Alfonso Caramazza and Don MacKay.

On the surface, there appears to be a great deal of agreement


between psychologists over the process of language production.
This is because the basic structure of language production is fairly
self-evident. All sensible theories agree that semantic, syntactic and
lexical form properties are distinct levels of representation;
semantics concerns meaning, syntax concerns structure and lexical
form concerns inflection (Caramazza, 1997). It is also widely agreed
that these processes occur sequentially, as each one builds upon
the one before it (Caramazza, 1997). Furthermore, there is
widespread agreement that language production occurs through two
distinct phases, firstly selection of the required lexical
representation or lemma, as specified semantically and
syntactically, secondly the selection of the lexical-phonological
representation or lexeme (Caramazza, 1997 & Caramazza et al.,
2004); this is because the linguistic expression of a concept requires
association of concept to sound, lemma to lexeme.

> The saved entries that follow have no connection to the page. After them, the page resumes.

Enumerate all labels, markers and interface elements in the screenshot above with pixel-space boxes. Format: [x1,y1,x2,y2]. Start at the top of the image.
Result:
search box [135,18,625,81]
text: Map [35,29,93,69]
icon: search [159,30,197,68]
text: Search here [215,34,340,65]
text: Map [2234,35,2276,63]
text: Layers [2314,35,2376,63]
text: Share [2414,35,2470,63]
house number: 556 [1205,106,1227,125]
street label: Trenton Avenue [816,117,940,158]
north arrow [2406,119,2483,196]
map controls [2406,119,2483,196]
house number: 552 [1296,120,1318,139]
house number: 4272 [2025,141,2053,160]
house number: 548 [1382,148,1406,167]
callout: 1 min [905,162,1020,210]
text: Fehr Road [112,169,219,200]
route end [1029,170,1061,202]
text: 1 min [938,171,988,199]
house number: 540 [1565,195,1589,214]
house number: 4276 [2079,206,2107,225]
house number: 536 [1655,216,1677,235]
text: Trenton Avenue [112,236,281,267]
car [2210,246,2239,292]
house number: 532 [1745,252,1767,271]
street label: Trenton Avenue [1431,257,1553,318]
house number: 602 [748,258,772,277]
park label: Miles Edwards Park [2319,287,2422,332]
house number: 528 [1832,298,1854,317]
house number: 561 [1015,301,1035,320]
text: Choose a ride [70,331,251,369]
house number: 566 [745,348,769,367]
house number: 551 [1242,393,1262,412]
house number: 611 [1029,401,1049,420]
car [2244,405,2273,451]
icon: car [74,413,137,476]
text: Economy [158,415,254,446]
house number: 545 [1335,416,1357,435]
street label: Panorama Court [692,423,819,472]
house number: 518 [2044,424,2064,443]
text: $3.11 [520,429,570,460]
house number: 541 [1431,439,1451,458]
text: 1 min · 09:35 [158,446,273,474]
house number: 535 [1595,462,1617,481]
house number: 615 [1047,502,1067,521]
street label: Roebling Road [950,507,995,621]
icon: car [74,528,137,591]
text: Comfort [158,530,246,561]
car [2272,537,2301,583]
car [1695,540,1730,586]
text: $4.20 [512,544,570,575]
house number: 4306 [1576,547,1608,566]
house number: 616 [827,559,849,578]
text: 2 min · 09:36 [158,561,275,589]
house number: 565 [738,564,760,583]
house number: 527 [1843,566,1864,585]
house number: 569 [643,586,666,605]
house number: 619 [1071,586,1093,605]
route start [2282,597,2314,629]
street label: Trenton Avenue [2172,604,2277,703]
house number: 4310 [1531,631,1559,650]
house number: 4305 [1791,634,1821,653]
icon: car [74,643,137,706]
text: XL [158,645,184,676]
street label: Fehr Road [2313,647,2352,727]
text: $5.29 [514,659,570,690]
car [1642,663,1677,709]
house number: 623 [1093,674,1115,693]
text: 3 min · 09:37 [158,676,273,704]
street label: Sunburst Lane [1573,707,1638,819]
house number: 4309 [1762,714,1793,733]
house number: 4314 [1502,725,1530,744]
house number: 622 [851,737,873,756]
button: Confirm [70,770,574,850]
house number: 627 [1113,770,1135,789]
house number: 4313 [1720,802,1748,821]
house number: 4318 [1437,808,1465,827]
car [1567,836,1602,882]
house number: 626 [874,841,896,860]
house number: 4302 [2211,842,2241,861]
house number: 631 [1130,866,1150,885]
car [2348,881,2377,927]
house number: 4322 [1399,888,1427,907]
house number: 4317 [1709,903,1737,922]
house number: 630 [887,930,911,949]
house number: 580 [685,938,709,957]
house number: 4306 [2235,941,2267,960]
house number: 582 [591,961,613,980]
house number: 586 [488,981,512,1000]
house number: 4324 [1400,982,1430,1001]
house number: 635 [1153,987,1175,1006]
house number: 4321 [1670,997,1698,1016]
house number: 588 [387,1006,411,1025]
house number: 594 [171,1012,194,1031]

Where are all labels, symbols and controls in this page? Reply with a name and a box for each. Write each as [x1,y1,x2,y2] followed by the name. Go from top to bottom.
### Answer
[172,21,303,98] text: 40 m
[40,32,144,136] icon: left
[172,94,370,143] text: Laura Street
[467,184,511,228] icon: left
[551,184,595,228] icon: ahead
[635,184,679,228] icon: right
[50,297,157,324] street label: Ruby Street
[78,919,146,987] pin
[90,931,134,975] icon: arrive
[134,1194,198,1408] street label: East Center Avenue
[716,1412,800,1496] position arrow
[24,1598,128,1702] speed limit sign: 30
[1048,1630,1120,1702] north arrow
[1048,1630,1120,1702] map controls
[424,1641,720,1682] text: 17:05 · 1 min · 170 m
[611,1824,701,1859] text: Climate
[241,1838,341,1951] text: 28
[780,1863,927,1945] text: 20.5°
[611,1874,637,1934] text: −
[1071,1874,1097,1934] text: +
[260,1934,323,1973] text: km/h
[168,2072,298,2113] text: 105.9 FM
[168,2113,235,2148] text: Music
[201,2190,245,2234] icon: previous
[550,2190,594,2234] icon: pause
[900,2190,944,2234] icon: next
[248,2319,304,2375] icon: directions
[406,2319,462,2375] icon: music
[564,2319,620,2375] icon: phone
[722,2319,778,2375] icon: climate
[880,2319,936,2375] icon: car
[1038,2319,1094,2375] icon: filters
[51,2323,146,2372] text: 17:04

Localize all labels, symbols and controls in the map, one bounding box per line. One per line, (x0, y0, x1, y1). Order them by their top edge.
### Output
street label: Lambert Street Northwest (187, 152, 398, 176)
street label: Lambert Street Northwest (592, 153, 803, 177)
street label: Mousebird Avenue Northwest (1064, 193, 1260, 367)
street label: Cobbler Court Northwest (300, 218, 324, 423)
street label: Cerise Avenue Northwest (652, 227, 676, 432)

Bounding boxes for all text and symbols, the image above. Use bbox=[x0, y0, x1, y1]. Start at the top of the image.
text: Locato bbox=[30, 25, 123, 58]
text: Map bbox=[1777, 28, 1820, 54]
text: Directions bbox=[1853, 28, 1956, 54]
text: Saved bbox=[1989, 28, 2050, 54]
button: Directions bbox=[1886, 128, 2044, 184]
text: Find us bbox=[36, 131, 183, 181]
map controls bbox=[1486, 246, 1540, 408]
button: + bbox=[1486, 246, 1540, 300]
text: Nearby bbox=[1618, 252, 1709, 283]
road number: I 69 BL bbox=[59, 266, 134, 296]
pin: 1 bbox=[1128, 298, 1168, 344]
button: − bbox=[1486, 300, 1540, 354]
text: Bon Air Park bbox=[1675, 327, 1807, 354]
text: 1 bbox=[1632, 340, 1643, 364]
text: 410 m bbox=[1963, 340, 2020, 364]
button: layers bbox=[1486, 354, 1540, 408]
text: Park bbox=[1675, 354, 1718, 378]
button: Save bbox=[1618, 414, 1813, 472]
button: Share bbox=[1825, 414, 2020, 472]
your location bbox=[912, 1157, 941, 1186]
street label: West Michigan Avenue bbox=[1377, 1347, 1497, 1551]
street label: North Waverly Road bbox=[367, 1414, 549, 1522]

However, there is very little agreement over the deeper
processes of language production (Caramazza, 1997). The limited
scope of this essay prevents a full analysis of the theoretical
similarities and disagreements between the models of Levelt,
Caramazza and MacKay, therefore here focus shall be made on
three major theoretical concerns; whether meanings are
represented holistically or componentially, whether the stages of
processing are discrete or interactive and the function of priming in
language production.
Theories of language production must be able to solve two
problems, the ‘hyperonym’ and ‘hyponym’ problems (Levelt, 1992).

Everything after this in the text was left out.